We all remember the day when Mr. Smith landed at Newhaven and took up
his abode quietly at the inn there. Poor Mr. Smith! In the ripeness
of time he has betaken himself a stage further on his long journey,
travelling now probably without disguise, either that of a citizen
King or of a citizen Smith.

And now, following his illustrious example, the ex-Emperor Soulouque
has sought the safety always to be found on English territories by
sovereigns out of place. In January, 1859, his Highness landed at
Kingston, Jamaica, having made his town of Port au Prince and his
kingdom of Hayti somewhat too hot to hold him.

All the world probably knows that King Soulouque is a black man. One
blacker never endured the meridian heat of a tropical sun.

The island, which was christened Hispaniola by Columbus, has
resumed its ancient name of Hayti. It is, however, divided into
two kingdoms–two republics one may now say. That to the east is
generally called St. Domingo, having borrowed the name given by
Columbus to a town. This is by far the larger, but at the same
time the poorer division of the island. That to the west is now
called Hayti, and over this territory Soulouque reigned as emperor.
He reigned as emperor, and was so styled, having been elected as
President; in which little change in his state he has been imitated
by a neighbour of ours with a success almost equal to his own.

For some dozen years the success of Soulouque was very considerable.
He has had a dominion which has been almost despotic; and has, so
rumour says, invested some three or four hundred thousand pounds in
European funds. In this latter point his imitator has, I fear, hardly
equalled him.

But a higher ambition fired the bosom of Soulouque, and he sighed
after the territories of his neighbours–not generously to bestow
them on other kings, but that he might keep them on his own behoof.
Soulouque desired to be emperor of the whole island, and he sounded
his trumpet and prepared his arms. He called together his army, and
put on the boots of Bombastes. He put on the boots of Bombastes and
bade his men meet him–at the Barleymow or elsewhere.

But it seems that his men were slow in coming to the rendezvous.
Nothing that Soulouque could say, nothing that he could do, no
admonitions through his sternest government ministers, no reading
of the mutiny act by his commanders and generals, would induce them
actually to make an assault at arms. Then Soulouque was angry, and in
his anger he maltreated his army. He put his men into pits, and kept
them there without food; left them to be eaten by vermin–to be fed
upon while they could not feed; and played, upon the whole, such
a melodrama of autocratic tricks and fantasies as might have done
honour to a white Nero. Then at last black human nature could endure
no more, and Soulouque, dreading a pit for his own majesty, was
forced to run.

In one respect he was more fortunate than Mr. Smith. In his dire
necessity an English troop-ship was found to be at hand. The
‘Melbourne’ was steaming home from Jamaica, and the officer in
command having been appealed to for assistance, consented to return
to Kingston with the royal suite. This she did, and on the 22nd of
January, Soulouque, with his wife and daughter, his prime minister,
and certain coal-black maids of honour, was landed at the quays.

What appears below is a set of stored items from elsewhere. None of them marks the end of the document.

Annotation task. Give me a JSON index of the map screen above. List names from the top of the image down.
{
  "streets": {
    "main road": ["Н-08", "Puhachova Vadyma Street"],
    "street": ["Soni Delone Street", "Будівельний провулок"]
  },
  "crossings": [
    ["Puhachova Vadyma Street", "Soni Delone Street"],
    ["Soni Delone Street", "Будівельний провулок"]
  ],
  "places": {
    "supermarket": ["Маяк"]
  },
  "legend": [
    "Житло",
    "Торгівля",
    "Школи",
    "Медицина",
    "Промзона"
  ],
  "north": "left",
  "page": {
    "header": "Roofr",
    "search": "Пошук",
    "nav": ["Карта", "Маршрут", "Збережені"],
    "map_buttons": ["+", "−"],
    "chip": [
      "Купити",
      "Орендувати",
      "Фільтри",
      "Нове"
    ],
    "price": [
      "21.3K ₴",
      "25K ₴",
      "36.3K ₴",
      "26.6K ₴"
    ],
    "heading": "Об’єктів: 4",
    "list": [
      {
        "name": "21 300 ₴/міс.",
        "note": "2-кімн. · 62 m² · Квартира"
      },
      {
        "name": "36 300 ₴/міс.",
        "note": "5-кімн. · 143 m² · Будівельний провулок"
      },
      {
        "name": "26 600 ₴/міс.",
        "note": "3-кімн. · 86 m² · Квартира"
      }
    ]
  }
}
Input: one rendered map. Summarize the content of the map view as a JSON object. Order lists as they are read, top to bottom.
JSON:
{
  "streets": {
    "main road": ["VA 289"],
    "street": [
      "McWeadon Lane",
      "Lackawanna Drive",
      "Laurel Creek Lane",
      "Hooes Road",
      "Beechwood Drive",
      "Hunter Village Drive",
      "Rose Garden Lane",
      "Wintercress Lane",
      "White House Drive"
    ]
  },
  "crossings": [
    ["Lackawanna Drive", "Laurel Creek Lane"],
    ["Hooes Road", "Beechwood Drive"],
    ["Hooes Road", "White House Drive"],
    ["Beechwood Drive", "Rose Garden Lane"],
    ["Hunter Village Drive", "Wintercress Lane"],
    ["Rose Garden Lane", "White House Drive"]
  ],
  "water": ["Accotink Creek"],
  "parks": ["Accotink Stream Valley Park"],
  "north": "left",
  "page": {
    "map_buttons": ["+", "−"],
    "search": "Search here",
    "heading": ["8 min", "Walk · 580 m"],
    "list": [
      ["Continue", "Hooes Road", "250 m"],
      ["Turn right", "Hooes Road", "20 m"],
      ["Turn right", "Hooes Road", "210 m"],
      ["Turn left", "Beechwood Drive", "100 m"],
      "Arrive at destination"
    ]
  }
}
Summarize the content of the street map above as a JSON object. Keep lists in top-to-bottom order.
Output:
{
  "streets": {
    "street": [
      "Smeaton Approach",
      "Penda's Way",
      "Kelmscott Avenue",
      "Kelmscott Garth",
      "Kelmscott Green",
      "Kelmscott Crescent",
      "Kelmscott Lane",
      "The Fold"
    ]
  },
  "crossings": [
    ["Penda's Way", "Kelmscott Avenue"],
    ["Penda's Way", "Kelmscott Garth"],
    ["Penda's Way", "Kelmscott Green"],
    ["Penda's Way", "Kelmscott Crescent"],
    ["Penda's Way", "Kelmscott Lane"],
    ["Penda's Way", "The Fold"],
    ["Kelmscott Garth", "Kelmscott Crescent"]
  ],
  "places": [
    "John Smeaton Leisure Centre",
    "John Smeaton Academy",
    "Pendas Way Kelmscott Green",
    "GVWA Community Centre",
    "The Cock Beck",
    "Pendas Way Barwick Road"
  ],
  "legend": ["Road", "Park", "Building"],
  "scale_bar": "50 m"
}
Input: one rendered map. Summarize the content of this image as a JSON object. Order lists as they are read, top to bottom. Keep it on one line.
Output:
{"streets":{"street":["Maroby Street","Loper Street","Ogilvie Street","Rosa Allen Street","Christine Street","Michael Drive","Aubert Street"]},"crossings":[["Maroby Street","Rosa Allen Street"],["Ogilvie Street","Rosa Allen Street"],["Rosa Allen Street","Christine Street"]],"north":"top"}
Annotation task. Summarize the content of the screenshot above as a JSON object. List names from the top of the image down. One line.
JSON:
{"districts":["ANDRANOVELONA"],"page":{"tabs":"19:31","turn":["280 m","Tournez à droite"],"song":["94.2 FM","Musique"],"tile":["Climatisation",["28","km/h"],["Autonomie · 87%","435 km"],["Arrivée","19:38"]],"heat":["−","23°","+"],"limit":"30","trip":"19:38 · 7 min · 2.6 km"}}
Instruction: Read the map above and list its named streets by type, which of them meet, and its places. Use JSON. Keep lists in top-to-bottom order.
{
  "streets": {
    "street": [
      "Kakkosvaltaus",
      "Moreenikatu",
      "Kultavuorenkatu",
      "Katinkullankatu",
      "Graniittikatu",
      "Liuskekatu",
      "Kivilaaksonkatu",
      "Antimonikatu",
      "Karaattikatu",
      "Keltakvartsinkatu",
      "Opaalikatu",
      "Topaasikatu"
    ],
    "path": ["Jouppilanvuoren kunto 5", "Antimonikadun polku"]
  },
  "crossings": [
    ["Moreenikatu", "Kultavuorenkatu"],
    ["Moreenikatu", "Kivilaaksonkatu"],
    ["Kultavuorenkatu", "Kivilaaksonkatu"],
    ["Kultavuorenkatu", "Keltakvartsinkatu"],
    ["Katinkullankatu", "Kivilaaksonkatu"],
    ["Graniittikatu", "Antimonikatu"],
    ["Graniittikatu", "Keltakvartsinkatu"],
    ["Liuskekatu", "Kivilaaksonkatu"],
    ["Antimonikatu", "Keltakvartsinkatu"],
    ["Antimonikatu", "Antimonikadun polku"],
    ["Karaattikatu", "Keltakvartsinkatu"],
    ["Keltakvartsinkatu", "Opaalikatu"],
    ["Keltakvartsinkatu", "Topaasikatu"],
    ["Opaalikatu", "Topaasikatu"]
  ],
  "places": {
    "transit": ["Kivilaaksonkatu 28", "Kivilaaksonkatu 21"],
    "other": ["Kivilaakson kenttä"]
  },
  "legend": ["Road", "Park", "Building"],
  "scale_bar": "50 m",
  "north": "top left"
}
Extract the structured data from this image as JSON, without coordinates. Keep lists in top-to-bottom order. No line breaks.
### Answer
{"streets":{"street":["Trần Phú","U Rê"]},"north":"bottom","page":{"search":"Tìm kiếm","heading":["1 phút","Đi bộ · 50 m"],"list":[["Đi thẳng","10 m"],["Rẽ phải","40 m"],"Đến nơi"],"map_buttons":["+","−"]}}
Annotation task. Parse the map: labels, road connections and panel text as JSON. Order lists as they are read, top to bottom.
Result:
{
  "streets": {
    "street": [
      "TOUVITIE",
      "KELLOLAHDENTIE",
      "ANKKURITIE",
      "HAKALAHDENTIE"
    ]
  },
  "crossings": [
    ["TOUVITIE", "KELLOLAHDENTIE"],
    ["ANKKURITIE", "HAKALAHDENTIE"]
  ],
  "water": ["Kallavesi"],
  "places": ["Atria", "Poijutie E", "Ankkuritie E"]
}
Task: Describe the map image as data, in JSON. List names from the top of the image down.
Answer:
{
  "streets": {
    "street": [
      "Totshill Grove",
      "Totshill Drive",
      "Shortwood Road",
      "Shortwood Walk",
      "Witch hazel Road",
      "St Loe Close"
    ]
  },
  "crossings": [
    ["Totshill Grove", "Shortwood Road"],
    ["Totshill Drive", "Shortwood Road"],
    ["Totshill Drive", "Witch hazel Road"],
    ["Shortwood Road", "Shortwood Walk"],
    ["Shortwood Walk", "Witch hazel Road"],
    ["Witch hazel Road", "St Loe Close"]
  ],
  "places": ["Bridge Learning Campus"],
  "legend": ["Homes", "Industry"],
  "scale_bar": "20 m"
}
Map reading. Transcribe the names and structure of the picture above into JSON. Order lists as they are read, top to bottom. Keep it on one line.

When under the ægis of British protection, the ex-emperor was of
course safe. But he had not exactly chosen a bed of roses for himself
in coming to Jamaica. It might be probable that a bed of roses
was not easily to be found at the moment. At Kingston there were
collected many Haytians, who had either been banished by Soulouque in
the plenitude of his power, or had run from him as he was now running
from his subjects. There were many whose brothers and fathers had
been destroyed in Hayti, whose friends had perished under the hands
of the tyrant’s executioner, for whom pits would have been prepared
had they not vanished speedily. These refugees had sought safety also
in Jamaica, and for them a day of triumph had now arrived. They were
not the men to allow an opportunity for triumph to pass without
enjoying it.

These were mostly brown men–men of a mixed race; men, and indeed
women also. With Soulouque and his government such had found no
favour. He had been glad to welcome white residents in his kingdom,
and of course had rejoiced in having black men as his subjects.
But of the coloured people he had endeavoured in every way to rid
himself. He had done so to a great extent, and many of them were now
ready to welcome him at Kingston.

Kingston does not rejoice in public equipages of much pretensions;
nor are there to be hired many carriages fit for the conveyance of
royalty, even in its decadence. Two small, wretched vehicles were
however procured, such as ply in the streets there, and carry
passengers to the Spanish Town railway at sixpence a head. In one
of these sat Soulouque and his wife, with a British officer on the
box beside the driver, and with two black policemen hanging behind.
In another, similarly guarded, were packed the Countess Olive–that
being the name of the ex-emperor’s daughter–and her attendants. And
thus travelling by different streets they made their way to their

One would certainly have wished, in despite of those wretched pits,
that they had been allowed to do so without annoyance; but such was
not the case. The banished Haytians had it not in their philosophy
to abstain from triumphing on a fallen enemy. They surrounded the
carriages with a dusky cloud, and received the fugitives with howls
of self-congratulation at their abasement. Nor was this all. When the
royal party was duly lodged at the Date-Tree tavern, the ex-Haytians
lodged themselves opposite. There they held a dignity ball in token
of their joy; and for three days maintained their position in order
that poor Soulouque might witness their rejoicings.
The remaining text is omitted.